» Task directions
Given the material below, repeat exactly the lines from the one containing "Quick job: Convert the picture" through the final line, and nothing else.

<<<<

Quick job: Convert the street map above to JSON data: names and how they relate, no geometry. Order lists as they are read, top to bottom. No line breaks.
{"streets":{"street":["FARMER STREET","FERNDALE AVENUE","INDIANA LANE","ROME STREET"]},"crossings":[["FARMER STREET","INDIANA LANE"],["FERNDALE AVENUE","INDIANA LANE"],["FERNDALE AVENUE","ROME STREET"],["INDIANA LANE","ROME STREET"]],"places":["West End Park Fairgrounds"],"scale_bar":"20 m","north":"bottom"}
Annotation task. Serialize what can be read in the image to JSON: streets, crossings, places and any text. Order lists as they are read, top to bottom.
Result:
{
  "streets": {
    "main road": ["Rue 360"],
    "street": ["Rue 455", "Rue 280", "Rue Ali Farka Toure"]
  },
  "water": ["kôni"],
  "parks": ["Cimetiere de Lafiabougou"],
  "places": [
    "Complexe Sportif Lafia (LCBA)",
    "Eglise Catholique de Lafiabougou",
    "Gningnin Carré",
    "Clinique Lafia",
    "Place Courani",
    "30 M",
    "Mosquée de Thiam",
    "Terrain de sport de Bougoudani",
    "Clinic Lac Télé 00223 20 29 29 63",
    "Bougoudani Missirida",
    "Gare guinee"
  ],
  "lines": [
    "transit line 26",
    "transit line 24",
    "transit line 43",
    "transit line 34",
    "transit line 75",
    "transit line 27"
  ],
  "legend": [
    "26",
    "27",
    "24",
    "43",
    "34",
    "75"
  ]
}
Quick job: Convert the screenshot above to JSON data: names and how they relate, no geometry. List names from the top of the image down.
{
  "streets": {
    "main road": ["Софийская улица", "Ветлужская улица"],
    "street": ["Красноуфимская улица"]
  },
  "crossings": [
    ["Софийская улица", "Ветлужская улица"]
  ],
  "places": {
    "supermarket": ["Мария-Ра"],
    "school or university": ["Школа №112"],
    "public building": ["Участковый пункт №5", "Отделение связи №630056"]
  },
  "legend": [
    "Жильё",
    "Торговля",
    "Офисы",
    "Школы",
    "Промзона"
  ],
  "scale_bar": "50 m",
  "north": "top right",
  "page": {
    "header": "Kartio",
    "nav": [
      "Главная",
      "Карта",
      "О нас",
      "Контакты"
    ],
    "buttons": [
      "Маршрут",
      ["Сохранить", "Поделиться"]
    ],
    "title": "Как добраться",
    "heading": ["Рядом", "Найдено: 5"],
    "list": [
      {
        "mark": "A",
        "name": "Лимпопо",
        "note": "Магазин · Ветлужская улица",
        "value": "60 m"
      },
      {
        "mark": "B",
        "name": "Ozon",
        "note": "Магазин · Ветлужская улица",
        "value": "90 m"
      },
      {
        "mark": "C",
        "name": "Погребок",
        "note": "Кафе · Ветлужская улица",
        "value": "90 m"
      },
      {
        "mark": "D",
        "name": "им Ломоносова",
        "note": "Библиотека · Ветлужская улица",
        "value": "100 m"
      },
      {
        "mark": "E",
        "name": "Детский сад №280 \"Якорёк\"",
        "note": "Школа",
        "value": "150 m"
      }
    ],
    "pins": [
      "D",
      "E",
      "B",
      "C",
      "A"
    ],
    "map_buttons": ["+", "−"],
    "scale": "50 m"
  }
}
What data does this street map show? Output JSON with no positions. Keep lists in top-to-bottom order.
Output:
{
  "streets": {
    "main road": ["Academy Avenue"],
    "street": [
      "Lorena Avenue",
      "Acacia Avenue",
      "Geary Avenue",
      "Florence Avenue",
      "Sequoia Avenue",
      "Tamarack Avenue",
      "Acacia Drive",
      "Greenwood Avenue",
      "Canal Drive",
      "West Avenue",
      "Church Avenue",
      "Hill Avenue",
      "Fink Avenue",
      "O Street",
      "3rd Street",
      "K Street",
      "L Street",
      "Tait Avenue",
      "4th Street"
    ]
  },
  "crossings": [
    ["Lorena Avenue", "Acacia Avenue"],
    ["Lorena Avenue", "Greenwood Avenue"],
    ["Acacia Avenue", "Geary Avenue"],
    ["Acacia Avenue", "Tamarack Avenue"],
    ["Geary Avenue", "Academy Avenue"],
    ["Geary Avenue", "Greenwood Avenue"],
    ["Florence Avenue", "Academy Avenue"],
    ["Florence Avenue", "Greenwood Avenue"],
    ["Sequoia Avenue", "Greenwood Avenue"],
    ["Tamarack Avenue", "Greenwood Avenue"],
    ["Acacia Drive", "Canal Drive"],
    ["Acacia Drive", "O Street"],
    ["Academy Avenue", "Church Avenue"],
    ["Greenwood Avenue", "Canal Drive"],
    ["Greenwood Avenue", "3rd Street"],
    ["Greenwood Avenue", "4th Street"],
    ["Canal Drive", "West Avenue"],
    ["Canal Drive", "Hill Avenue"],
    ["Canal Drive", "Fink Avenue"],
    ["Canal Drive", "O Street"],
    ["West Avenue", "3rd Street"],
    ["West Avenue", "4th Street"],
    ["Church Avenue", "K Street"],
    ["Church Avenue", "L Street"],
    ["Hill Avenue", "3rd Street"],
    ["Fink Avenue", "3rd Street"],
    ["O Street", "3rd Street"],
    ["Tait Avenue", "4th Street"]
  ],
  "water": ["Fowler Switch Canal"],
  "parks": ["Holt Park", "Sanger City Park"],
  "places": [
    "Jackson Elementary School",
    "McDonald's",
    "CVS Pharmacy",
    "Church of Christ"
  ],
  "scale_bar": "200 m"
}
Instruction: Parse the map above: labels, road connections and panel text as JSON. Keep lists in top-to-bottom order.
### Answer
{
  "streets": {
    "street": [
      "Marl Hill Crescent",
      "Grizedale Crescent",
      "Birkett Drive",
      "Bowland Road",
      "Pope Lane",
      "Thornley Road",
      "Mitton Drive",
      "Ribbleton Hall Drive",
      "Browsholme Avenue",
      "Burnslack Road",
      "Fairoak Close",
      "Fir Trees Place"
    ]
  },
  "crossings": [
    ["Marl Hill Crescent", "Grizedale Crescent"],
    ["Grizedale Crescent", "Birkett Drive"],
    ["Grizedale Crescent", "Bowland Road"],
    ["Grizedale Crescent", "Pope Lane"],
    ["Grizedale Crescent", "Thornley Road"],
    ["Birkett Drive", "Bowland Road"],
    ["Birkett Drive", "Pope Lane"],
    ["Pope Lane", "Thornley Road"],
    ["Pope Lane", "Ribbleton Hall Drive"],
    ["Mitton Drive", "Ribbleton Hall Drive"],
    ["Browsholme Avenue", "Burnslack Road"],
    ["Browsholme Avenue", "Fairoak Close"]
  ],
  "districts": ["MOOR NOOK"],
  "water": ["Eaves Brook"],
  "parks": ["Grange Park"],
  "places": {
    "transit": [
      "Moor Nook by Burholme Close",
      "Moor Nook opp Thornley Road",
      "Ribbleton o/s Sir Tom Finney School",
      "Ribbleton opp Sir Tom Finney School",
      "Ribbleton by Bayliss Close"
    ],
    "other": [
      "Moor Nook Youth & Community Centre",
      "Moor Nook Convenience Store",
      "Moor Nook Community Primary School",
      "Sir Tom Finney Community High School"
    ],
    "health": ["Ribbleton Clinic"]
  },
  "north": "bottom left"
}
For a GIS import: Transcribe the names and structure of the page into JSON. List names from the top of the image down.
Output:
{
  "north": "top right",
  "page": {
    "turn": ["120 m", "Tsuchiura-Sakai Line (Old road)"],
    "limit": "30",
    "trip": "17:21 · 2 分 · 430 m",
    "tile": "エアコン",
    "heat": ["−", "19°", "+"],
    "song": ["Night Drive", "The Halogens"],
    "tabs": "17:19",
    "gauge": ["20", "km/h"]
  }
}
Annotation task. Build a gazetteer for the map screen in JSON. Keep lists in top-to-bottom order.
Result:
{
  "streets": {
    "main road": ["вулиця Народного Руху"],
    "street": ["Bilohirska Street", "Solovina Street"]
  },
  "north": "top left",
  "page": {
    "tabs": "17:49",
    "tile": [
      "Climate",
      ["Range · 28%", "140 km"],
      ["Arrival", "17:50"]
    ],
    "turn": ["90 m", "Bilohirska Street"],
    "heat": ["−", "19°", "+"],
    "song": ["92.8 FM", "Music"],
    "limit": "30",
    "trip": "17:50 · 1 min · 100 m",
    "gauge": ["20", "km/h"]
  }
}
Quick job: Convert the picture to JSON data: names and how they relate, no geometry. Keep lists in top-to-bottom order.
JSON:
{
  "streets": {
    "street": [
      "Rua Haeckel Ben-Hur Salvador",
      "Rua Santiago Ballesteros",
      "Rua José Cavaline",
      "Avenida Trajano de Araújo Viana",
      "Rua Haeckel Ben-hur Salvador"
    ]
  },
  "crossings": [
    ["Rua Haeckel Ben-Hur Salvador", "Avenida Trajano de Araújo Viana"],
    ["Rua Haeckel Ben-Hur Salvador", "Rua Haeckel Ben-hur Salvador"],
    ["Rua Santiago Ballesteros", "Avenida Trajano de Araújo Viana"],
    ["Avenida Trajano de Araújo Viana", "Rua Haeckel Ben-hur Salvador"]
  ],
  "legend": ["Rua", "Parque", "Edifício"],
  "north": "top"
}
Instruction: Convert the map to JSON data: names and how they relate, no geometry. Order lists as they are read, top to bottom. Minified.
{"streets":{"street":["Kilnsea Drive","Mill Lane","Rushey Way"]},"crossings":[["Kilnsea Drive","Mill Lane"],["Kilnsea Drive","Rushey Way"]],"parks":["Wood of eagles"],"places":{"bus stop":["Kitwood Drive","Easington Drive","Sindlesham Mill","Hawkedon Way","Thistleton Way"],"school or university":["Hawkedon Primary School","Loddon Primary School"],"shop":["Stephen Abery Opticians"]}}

>>>>

» Solution to this task
Quick job: Convert the picture to JSON data: names and how they relate, no geometry. Keep lists in top-to-bottom order.
JSON:
{
  "streets": {
    "street": [
      "Rua Haeckel Ben-Hur Salvador",
      "Rua Santiago Ballesteros",
      "Rua José Cavaline",
      "Avenida Trajano de Araújo Viana",
      "Rua Haeckel Ben-hur Salvador"
    ]
  },
  "crossings": [
    ["Rua Haeckel Ben-Hur Salvador", "Avenida Trajano de Araújo Viana"],
    ["Rua Haeckel Ben-Hur Salvador", "Rua Haeckel Ben-hur Salvador"],
    ["Rua Santiago Ballesteros", "Avenida Trajano de Araújo Viana"],
    ["Avenida Trajano de Araújo Viana", "Rua Haeckel Ben-hur Salvador"]
  ],
  "legend": ["Rua", "Parque", "Edifício"],
  "north": "top"
}
Instruction: Convert the map to JSON data: names and how they relate, no geometry. Order lists as they are read, top to bottom. Minified.
{"streets":{"street":["Kilnsea Drive","Mill Lane","Rushey Way"]},"crossings":[["Kilnsea Drive","Mill Lane"],["Kilnsea Drive","Rushey Way"]],"parks":["Wood of eagles"],"places":{"bus stop":["Kitwood Drive","Easington Drive","Sindlesham Mill","Hawkedon Way","Thistleton Way"],"school or university":["Hawkedon Primary School","Loddon Primary School"],"shop":["Stephen Abery Opticians"]}}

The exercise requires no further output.